Interestingly non-negativity can be proved from the three properties above
$$0 = \delta(\mathbf x, \mathbf x) \leq \delta(\mathbf x, \mathbf y) + \delta(\mathbf y, \mathbf x) = 2\delta(\mathbf x, \mathbf y)$$which implies $\delta(\mathbf x, \mathbf y) \geq 0$.
Cauchy Sequences & Completeness
In a metric space $M$ a sequence $x_1, x_2, ...$ is ‘Cauchy’ if for every $\epsilon \in \mathbb R$ there exists $m, n \in \mathbb N$ such that $\delta(x_m, x_n) < \epsilon$. Roughly, the sequence is getting closer and closer. Note however that the limit of this sequence is not always in $M$. If the limits of all Cauchy sequences of elements of $M$ themselves lie in $M$, then $M$ is said to be complete.
Hilbert Spaces
A Hilbert space is a complete inner-product space. We can see that being an inner-product space is already quite a strong statement since it implies the space is also a normed vector space and a metric space. Despite being completely abstract we can also discuss things such as the angle between vectors, their lengths, and distances between them.
Some usual examples of Hibert spaces are
Euclidean space: The vectors are just ordinary vectors in $\mathbb R^N$, the inner product is the scalar product.
$$\langle \mathbf x, \mathbf y \rangle = \sum_{\alpha=1}^N x_\alpha y_\alpha $$Continuous functions: The vectors are the functions with a suitable basis (e.g. Fourier decomposition), the inner product can be defined as an integral
$$\langle f, g \rangle = \int_\mathbb{R} \!f(x)g^*(x) \,dx$$Dual Space & Bra-Ket Notation
A linear function $\phi : V \mapsto \mathbb F$, has the property
$$\phi\left(a\mathbf v + b \mathbf u\right) = a\phi(\mathbf v) + b\phi(\mathbf u)$$The set of all such linear functions itself forms a vector space where the vectors are the functions themselves;
- Scalar multiplication: $a\phi(\cdot)$
- Vector addition: $\phi(\cdot) + \rho(\cdot)$
It is clear that all the required properties for a vector space are fulfilled by linear functions. We can also identify every linear function $V \mapsto \mathbb F$ with a vector in $V$. Thus the space of linear functions forms a so-called “dual” vector space to $V$, which is denoted by $V^*$.

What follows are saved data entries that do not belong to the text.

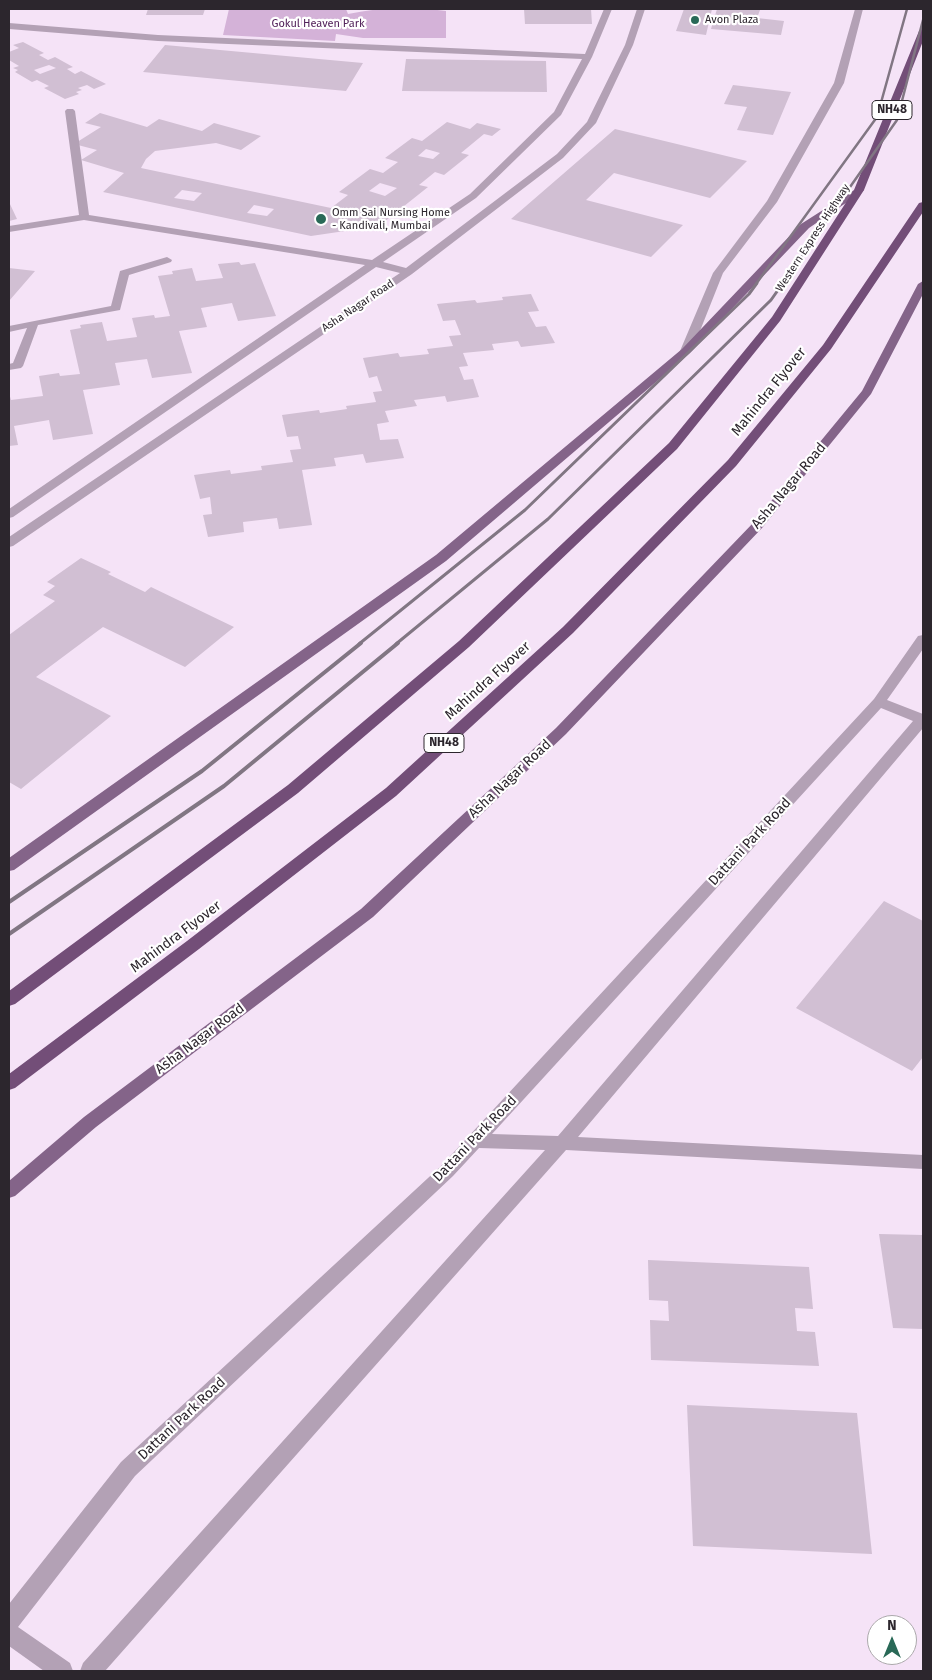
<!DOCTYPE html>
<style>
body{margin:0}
#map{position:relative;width:932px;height:1680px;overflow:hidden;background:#f5e3f7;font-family:"Fira Sans",sans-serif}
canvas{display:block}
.frame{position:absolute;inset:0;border:10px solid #2c262d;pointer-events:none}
.north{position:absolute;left:867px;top:1615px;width:50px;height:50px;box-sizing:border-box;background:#fff;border:1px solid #aba8ab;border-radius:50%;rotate:0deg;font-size:14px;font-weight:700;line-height:20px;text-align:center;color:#2c262d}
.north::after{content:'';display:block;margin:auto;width:18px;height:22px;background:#296957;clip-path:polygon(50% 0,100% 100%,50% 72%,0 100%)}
</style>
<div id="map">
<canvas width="932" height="1680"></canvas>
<div class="frame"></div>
<div class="north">N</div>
</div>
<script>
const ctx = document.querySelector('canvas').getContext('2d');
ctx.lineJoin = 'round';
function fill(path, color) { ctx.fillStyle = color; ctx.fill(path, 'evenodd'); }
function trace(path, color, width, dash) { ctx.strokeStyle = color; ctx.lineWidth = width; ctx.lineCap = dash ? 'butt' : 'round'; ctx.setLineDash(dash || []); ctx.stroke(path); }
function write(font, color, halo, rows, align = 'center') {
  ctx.font = font + ' "Fira Sans",sans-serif'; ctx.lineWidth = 4.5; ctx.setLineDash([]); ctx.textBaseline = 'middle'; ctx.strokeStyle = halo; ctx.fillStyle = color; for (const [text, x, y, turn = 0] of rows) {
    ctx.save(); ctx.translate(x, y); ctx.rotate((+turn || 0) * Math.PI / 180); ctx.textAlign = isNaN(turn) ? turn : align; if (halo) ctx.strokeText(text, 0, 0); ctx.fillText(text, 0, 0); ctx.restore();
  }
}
const green = new Path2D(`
 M229 9H346L348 14C381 7 413 7 446 11V38H363L336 34 335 41 223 35Z`);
const building = new Path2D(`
 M148 9H205L203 15H146Z
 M524 9H591L592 24H525Z
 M684 9H712L706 35 676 31Z
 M717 9 760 10 757 18 784 21 781 35 711 29Z
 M23 42 44 53 39 55 48 60 55 57 73 67 67 69 75 74 81 71 106 84 94 89 87 85 78 88 82 90 76 92 79 94 65 99 44 88 49 86 37 80 32 82 15 72 18 70 13 68 19 66 9 60V52L19 48 13 45ZM49 65 56 68 40 74 34 70Z
 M165 45 363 63 346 91 143 72Z
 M406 59 546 61 547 92 402 91Z
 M733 85 791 92 773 135 737 130 747 107 724 104Z
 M100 113 147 127 159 119 202 131 214 123 261 136 241 150 216 143 155 151 146 159 141 168 331 208 348 195 339 192 370 169 383 173 398 162 385 158 412 138 422 141 447 122 470 129 477 123 501 129 492 136 484 134 461 153 469 155 444 175 435 172 419 185 428 187 379 226 311 236 103 192 124 173 81 160 97 150 74 144 101 127 85 123ZM426 149 440 153 433 159 418 156ZM380 183 397 188 385 196 369 191ZM182 190 202 193 194 201 174 198ZM254 205 274 209 267 216 247 213Z
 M615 129 747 161 710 198 614 173 586 200 683 225 651 257 511 219Z
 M9 202 17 219 9 221Z
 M239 262 241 265 255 263 276 316 238 321 232 303 201 308 207 327 179 331 192 373 152 378 147 359 115 363 120 385 83 390 93 434 53 440 49 420 14 426 18 445 9 446V393L11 400 43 396 39 376 59 373 60 376 80 374 70 330 81 328 80 325 102 322 107 341 137 337 132 318 154 315 155 318 170 316 158 276 173 274 172 271 192 268 196 281 223 278 218 264Z
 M9 268 35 271 9 301Z
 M531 294 539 311 528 312 536 327 546 326 555 343 521 347 518 341 492 344 494 350 463 353 468 366 459 367 464 380 473 379 479 397 447 402 445 396 414 400 417 406 385 411 389 422 377 424 380 440 398 439 404 458 366 463 363 454 334 458 336 466 302 470 312 525 279 529 277 518 243 522 244 532 208 537 203 515 212 514 210 497 200 499 194 475 230 470 231 474 262 470 261 466 293 462 290 450 301 449 298 436 287 437 282 415 319 410 320 413 347 409 346 406 376 402 373 392 382 391 377 376 369 378 363 358 398 353 400 357 429 354 427 349 453 346 449 336 461 335 455 320 443 321 437 304 475 300 477 303 503 300 502 297Z
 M81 558 111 572 108 574 145 592 151 587 234 627 185 667 103 627 36 677 111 716 21 789 9 782V635L55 601 43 595 55 586 47 582Z
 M884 901 923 921V1057L912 1071 796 1008Z
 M879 1234 923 1235V1329L893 1328Z
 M648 1260 809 1267 813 1309 795 1308 797 1331 815 1332 819 1366 651 1360 650 1320 669 1321 668 1301 649 1300Z
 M687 1405 857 1413 872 1554 693 1546Z`);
const minor = new Path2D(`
 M604 9H612L592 57 561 115 476 198 383 262 406 268 557 154 587 122 625 45 637 9H645L633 45 596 123 563 158 412 274 13 546 9 547V537L400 273 376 267 13 517 9 518V509L365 265 84 220 9 232V226L79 215 65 111 67 109H73L75 111 89 215 372 260 470 194 554 112 582 59 158 41 9 29V23L158 35 585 54Z
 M855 9H863L844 83 777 202 723 273 692 351 686 354 682 353 680 351 713 273 767 201 834 83Z
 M167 257 172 260 171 262 129 275 120 310 38 325 23 366 21 368 9 370V364L13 363 27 328 9 332V326L111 306 120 271Z
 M923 635V649L887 700 923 714V728L578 1137 923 1155V1169L566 1150 105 1671H80L83 1663 545 1150 479 1148 453 1176 135 1476 18 1627 70 1663 73 1671H44L9 1646V1604L121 1462 441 1166 874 699 918 636ZM881 708 913 721 558 1136 492 1134Z`);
const major = new Path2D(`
 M859 187 864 190 862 192 809 228 690 353 446 561 14 870 9 871V858L436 555 682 349 801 224Z
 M923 281V294L871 394 762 528 566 734 373 917 96 1127 15 1196 9 1198V1181L84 1117 361 909 556 728 754 522 862 391 918 284Z`);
const highway = new Path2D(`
 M923 28V41L864 190 780 321 677 449 469 647 298 793 15 1004 9 1006V991L288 785 459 641 669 443 772 317 854 190 919 31Z
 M923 202V212L831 349 736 466 573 633 396 796 199 949 15 1088 9 1090V1074L187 941 386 788 563 627 728 460 823 345 919 203Z`);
const railFar2 = new Path2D(`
 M756 284 877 117 907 9
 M782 284 897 120 923 20`);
const railFar1 = new Path2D(`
 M359 644 525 510 749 294 757 283
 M396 644 548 519 771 300 783 283`);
const rail = new Path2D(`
 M9 902 202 771 361 643
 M9 934 224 786 398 643`);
const markers = [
 [695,20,5,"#296957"],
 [321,219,6,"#296957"]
];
const farPoinames = [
 ["Avon Plaza",705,20],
 ["Omm Sai Nursing Home",332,213],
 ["- Kandivali, Mumbai",332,226]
];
const farParknames = [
 ["Gokul Heaven Park",318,24]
];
const farStreetnames = [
 ["Western Express Highway",813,238,-57],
 ["Asha Nagar Road",358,306,-34]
];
const shields = [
 [892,110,40],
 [444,743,40]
];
const shieldNames = [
 ["NH48",892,110],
 ["NH48",444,743]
];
const streetNames = [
 ["Mahindra Flyover",769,392,-51],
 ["Asha Nagar Road",789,486,-50],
 ["Mahindra Flyover",488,681,-42],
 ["Asha Nagar Road",510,779,-43],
 ["Dattani Park Road",750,842,-47],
 ["Mahindra Flyover",176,937,-37],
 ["Asha Nagar Road",200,1039,-37],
 ["Dattani Park Road",475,1139,-46],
 ["Dattani Park Road",182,1419,-43]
];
fill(green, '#d4b2d8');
fill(building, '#d1bfd3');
fill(minor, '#b3a1b5');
fill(major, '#846489');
fill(highway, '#734e78');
trace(railFar2, '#817683', 2.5);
trace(railFar1, '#817683', 3);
trace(rail, '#817683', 4);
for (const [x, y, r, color] of markers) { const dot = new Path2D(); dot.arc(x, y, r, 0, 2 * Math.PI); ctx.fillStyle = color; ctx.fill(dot); trace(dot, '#fff', 2); }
write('11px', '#2c262d', '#fff', farPoinames, 'left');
write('11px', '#512059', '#fff', farParknames);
write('11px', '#2c262d', '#fff', farStreetnames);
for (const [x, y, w] of shields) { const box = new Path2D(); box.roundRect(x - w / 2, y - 9.5, w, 19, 4); ctx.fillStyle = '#fff'; ctx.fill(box); trace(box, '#2c262d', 1); }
write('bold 12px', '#2c262d', null, shieldNames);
write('14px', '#2c262d', '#fff', streetNames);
</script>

For something like $\mathbb R^N$ Euclidean space the identification is clear since every linear function is just a linear combination of the components of $\mathbf v$:
$$\phi(\mathbf v) = \sum_{i=1}^N \phi_i v_i = \boldsymbol \phi \cdot \mathbf v$$This is just the dot product of $\mathbf v$ with some vector $\boldsymbol \phi$, with components $\phi_i$. The situation is very similar for functions; now we can just use the inner product defined above (an integral is kinda like a big sum). For more abstract vector spaces it’s not so clear to me how we can know that each linear function is identified with a vector, it appears quite technical.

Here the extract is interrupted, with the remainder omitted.